Collected data entries:

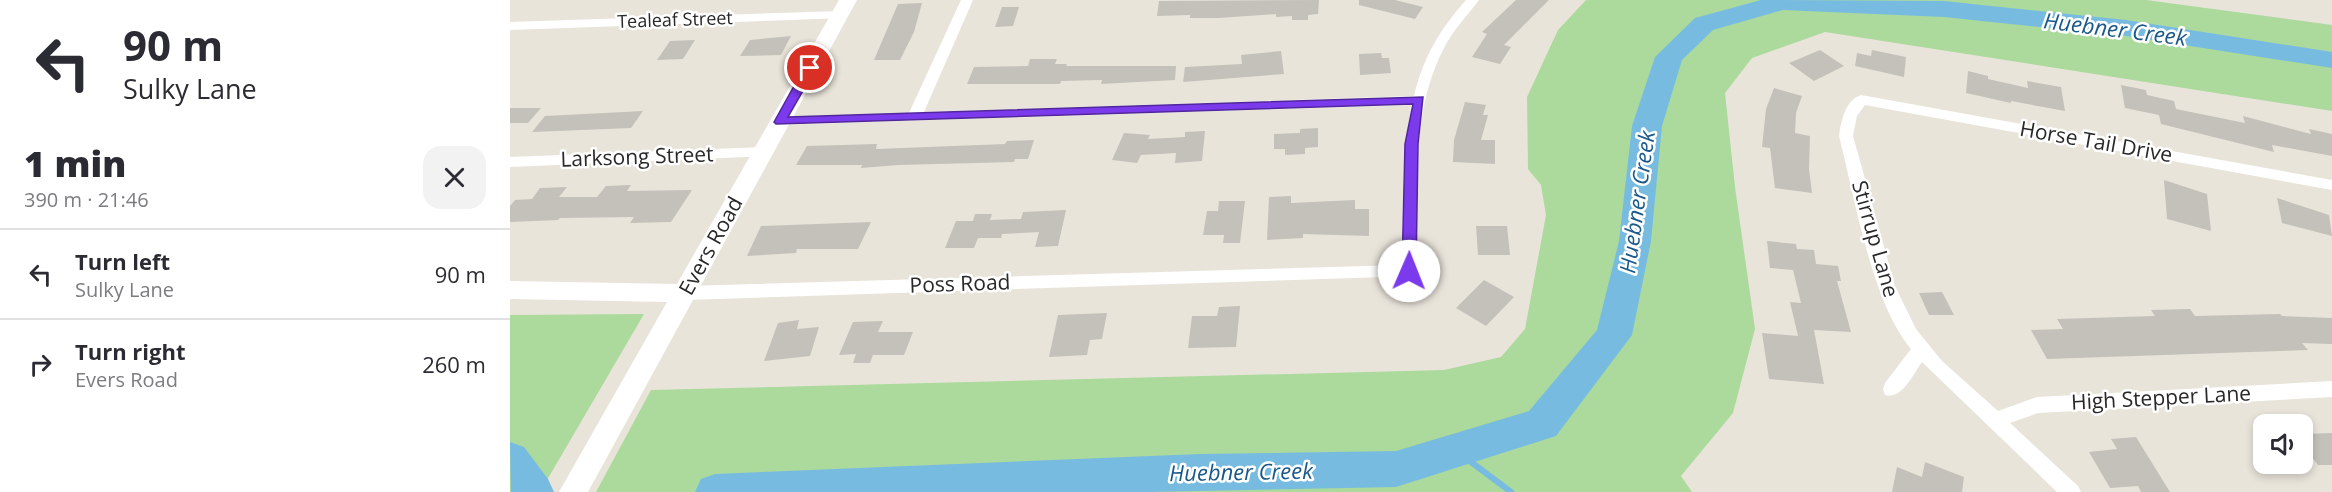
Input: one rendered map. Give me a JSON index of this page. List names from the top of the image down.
{
  "streets": {
    "main road": ["Evers Road", "Poss Road"],
    "street": [
      "Tealeaf Street",
      "Horse Tail Drive",
      "Larksong Street",
      "Stirrup Lane",
      "High Stepper Lane"
    ]
  },
  "crossings": [
    ["Tealeaf Street", "Evers Road"],
    ["Horse Tail Drive", "Stirrup Lane"],
    ["Larksong Street", "Evers Road"],
    ["Stirrup Lane", "High Stepper Lane"],
    ["Evers Road", "Poss Road"]
  ],
  "water": ["Huebner Creek"],
  "page": {
    "turn": ["90 m", "Sulky Lane"],
    "heading": ["1 min", "390 m · 21:46"],
    "list": [
      {
        "name": "Turn left",
        "note": "Sulky Lane",
        "value": "90 m"
      },
      {
        "name": "Turn right",
        "note": "Evers Road",
        "value": "260 m"
      }
    ]
  }
}
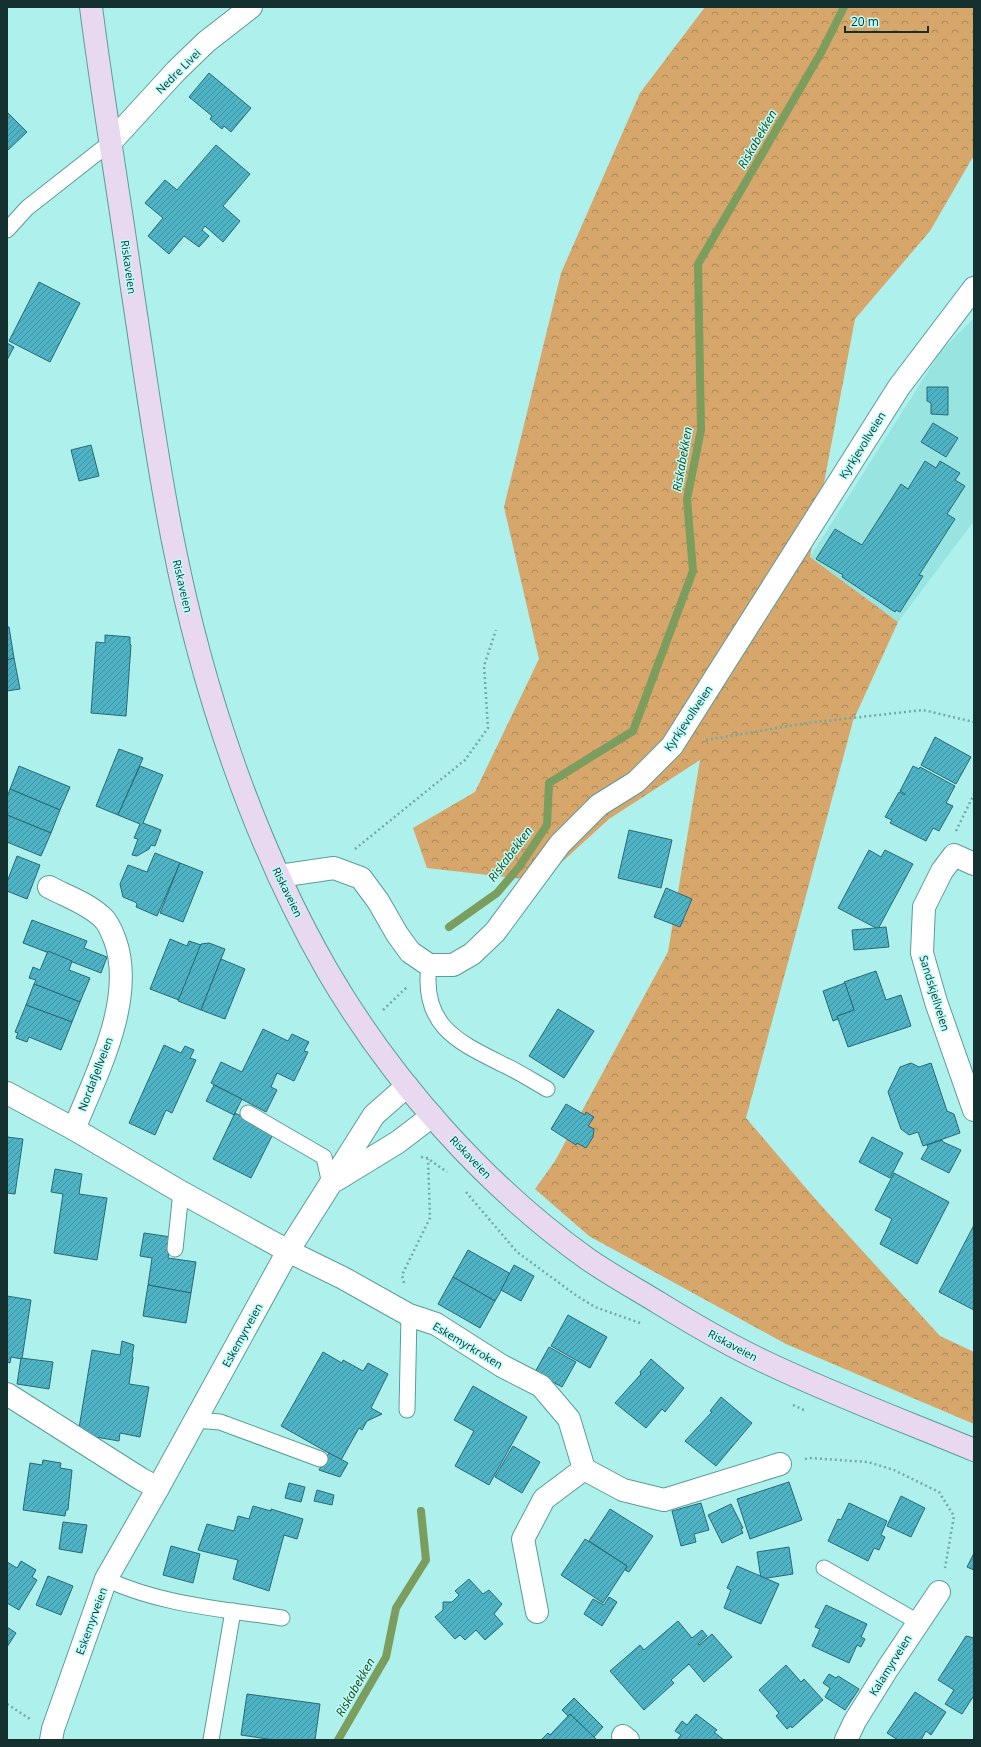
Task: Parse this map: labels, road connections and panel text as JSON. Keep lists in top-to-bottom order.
{
  "streets": {
    "main road": ["Riskaveien"],
    "street": [
      "Nedre Livei",
      "Kyrkjevollveien",
      "Sandskjellveien",
      "Nordafjellveien",
      "Eskemyrveien",
      "Eskemyrkroken",
      "Kalamyrveien"
    ]
  },
  "crossings": [
    ["Nedre Livei", "Riskaveien"],
    ["Riskaveien", "Eskemyrveien"],
    ["Eskemyrveien", "Eskemyrkroken"]
  ],
  "water": ["Riskabekken"],
  "scale_bar": "20 m"
}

**Description of the task**
Output the data above exactly, excluding images.

**Answer for the task**
Input: one rendered map. Give me a JSON index of this page. List names from the top of the image down.
{
  "streets": {
    "main road": ["Evers Road", "Poss Road"],
    "street": [
      "Tealeaf Street",
      "Horse Tail Drive",
      "Larksong Street",
      "Stirrup Lane",
      "High Stepper Lane"
    ]
  },
  "crossings": [
    ["Tealeaf Street", "Evers Road"],
    ["Horse Tail Drive", "Stirrup Lane"],
    ["Larksong Street", "Evers Road"],
    ["Stirrup Lane", "High Stepper Lane"],
    ["Evers Road", "Poss Road"]
  ],
  "water": ["Huebner Creek"],
  "page": {
    "turn": ["90 m", "Sulky Lane"],
    "heading": ["1 min", "390 m · 21:46"],
    "list": [
      {
        "name": "Turn left",
        "note": "Sulky Lane",
        "value": "90 m"
      },
      {
        "name": "Turn right",
        "note": "Evers Road",
        "value": "260 m"
      }
    ]
  }
}
Task: Parse this map: labels, road connections and panel text as JSON. Keep lists in top-to-bottom order.
{
  "streets": {
    "main road": ["Riskaveien"],
    "street": [
      "Nedre Livei",
      "Kyrkjevollveien",
      "Sandskjellveien",
      "Nordafjellveien",
      "Eskemyrveien",
      "Eskemyrkroken",
      "Kalamyrveien"
    ]
  },
  "crossings": [
    ["Nedre Livei", "Riskaveien"],
    ["Riskaveien", "Eskemyrveien"],
    ["Eskemyrveien", "Eskemyrkroken"]
  ],
  "water": ["Riskabekken"],
  "scale_bar": "20 m"
}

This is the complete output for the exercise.